_INPUT DATA_
=== Section Start ===

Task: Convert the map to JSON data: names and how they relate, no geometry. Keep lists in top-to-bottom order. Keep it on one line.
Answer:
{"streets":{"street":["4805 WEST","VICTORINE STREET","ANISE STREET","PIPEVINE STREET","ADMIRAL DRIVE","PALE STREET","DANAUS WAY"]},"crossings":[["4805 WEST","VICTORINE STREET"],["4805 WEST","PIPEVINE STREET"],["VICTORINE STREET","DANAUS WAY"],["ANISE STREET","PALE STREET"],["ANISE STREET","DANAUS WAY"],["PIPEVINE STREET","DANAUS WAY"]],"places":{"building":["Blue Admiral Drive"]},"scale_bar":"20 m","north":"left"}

=== Section End ===

_DESCRIPTION OF THE TASK_
Reproduce the full listing exactly.

_RESULT OF THIS TASK_
Task: Convert the map to JSON data: names and how they relate, no geometry. Keep lists in top-to-bottom order. Keep it on one line.
Answer:
{"streets":{"street":["4805 WEST","VICTORINE STREET","ANISE STREET","PIPEVINE STREET","ADMIRAL DRIVE","PALE STREET","DANAUS WAY"]},"crossings":[["4805 WEST","VICTORINE STREET"],["4805 WEST","PIPEVINE STREET"],["VICTORINE STREET","DANAUS WAY"],["ANISE STREET","PALE STREET"],["ANISE STREET","DANAUS WAY"],["PIPEVINE STREET","DANAUS WAY"]],"places":{"building":["Blue Admiral Drive"]},"scale_bar":"20 m","north":"left"}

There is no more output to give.